» **BRIEF**
Every line below that holds the word "your" must be listed.

» **MATERIALS PROVIDED**
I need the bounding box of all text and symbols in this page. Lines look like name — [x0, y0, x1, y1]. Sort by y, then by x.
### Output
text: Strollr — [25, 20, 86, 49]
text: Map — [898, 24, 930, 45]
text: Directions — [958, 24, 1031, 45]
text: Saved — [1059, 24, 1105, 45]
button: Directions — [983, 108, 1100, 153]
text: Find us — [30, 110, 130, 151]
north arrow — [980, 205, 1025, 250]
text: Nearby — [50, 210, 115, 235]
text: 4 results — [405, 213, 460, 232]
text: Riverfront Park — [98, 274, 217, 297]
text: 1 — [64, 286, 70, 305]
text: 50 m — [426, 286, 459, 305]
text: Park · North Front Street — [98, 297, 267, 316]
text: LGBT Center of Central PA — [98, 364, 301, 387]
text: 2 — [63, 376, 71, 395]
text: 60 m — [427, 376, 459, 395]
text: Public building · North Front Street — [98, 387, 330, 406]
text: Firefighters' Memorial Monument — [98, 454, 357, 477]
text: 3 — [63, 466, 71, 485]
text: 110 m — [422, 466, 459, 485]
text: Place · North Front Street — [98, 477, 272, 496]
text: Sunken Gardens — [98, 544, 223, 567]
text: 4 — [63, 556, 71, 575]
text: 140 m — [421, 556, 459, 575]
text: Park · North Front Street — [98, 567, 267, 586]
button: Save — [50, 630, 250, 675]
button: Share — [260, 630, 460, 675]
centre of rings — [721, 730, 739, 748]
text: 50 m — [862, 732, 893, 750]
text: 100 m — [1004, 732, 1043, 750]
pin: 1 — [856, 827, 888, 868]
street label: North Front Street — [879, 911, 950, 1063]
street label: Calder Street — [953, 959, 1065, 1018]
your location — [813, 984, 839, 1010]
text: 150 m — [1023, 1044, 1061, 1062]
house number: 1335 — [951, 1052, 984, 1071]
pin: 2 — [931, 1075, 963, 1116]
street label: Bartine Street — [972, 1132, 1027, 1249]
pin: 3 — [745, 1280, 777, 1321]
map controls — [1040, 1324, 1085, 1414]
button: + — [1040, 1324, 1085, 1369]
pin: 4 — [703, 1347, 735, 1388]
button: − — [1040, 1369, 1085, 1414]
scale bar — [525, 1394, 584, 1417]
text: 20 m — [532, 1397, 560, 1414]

* * *

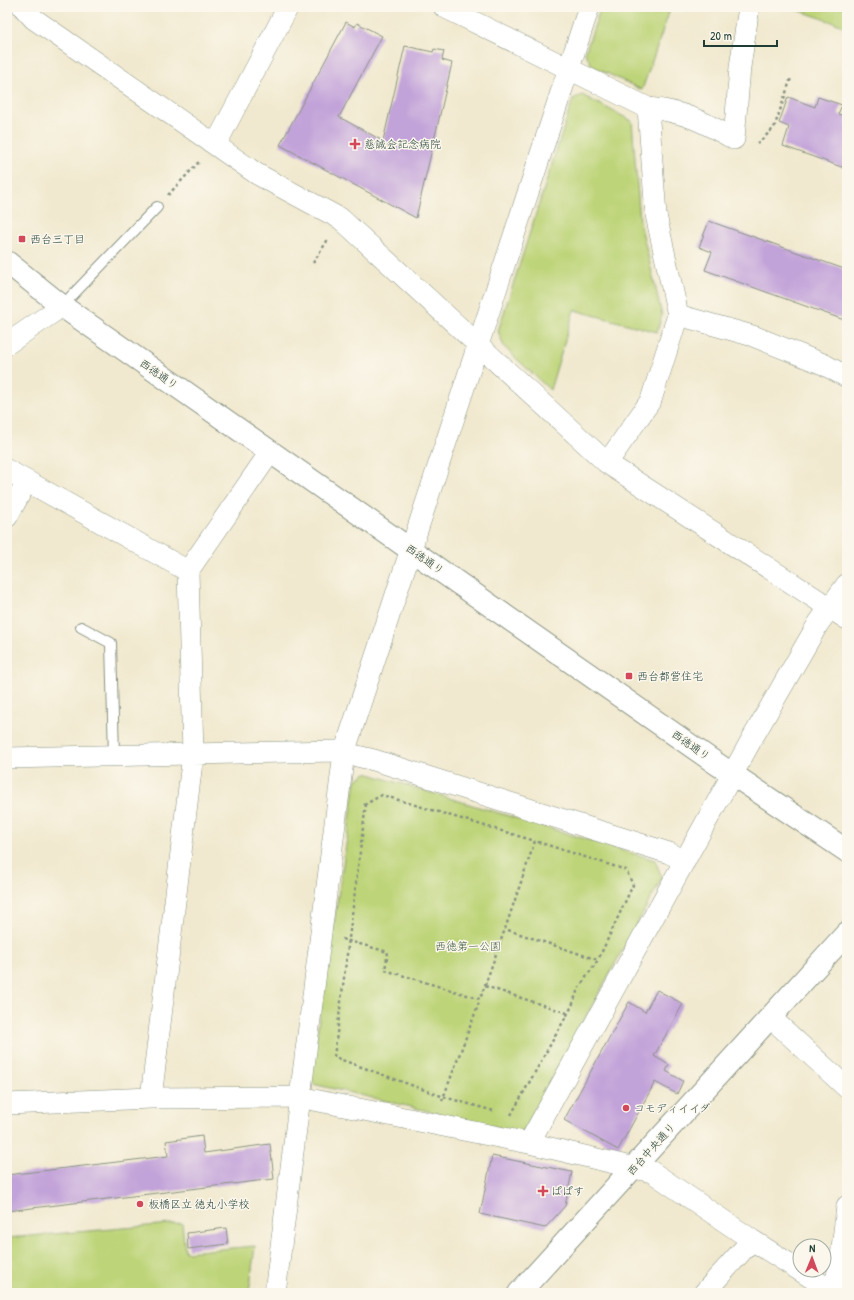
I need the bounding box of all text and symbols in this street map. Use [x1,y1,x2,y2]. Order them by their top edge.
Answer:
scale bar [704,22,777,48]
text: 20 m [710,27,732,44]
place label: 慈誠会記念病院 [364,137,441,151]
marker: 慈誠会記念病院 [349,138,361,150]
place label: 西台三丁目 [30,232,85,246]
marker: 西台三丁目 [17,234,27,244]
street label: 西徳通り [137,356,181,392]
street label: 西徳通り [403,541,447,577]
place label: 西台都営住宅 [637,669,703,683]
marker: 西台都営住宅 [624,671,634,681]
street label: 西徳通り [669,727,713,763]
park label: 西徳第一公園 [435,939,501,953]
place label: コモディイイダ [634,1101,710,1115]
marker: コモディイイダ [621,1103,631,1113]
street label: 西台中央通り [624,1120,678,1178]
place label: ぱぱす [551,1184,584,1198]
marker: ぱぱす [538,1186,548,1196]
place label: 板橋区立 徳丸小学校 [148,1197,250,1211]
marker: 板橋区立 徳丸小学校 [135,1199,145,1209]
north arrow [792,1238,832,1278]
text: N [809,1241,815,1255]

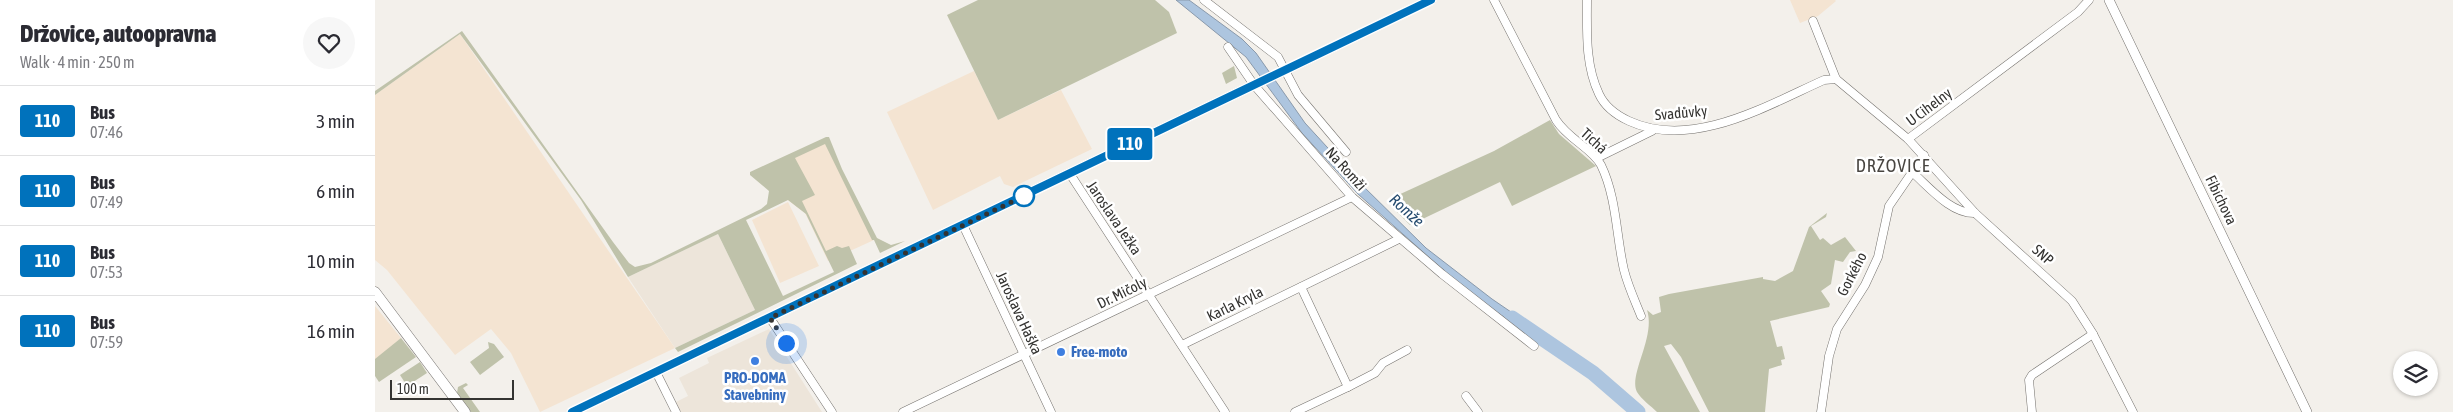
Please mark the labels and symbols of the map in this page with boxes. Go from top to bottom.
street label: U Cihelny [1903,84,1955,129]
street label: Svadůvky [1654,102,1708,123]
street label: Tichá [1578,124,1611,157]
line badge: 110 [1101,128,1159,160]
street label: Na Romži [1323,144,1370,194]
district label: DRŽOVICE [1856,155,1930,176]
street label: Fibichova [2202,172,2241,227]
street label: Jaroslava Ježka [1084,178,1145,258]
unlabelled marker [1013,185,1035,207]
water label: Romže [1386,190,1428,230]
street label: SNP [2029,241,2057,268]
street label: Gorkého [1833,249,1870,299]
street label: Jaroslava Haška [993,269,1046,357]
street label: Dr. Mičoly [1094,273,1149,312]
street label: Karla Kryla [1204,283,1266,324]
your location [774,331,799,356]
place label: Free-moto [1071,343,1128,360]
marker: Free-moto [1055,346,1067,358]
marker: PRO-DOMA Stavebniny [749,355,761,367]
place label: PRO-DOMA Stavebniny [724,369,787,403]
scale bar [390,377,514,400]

» **TASK OUTPUT**
your location — [813, 984, 839, 1010]
your location [774,331,799,356]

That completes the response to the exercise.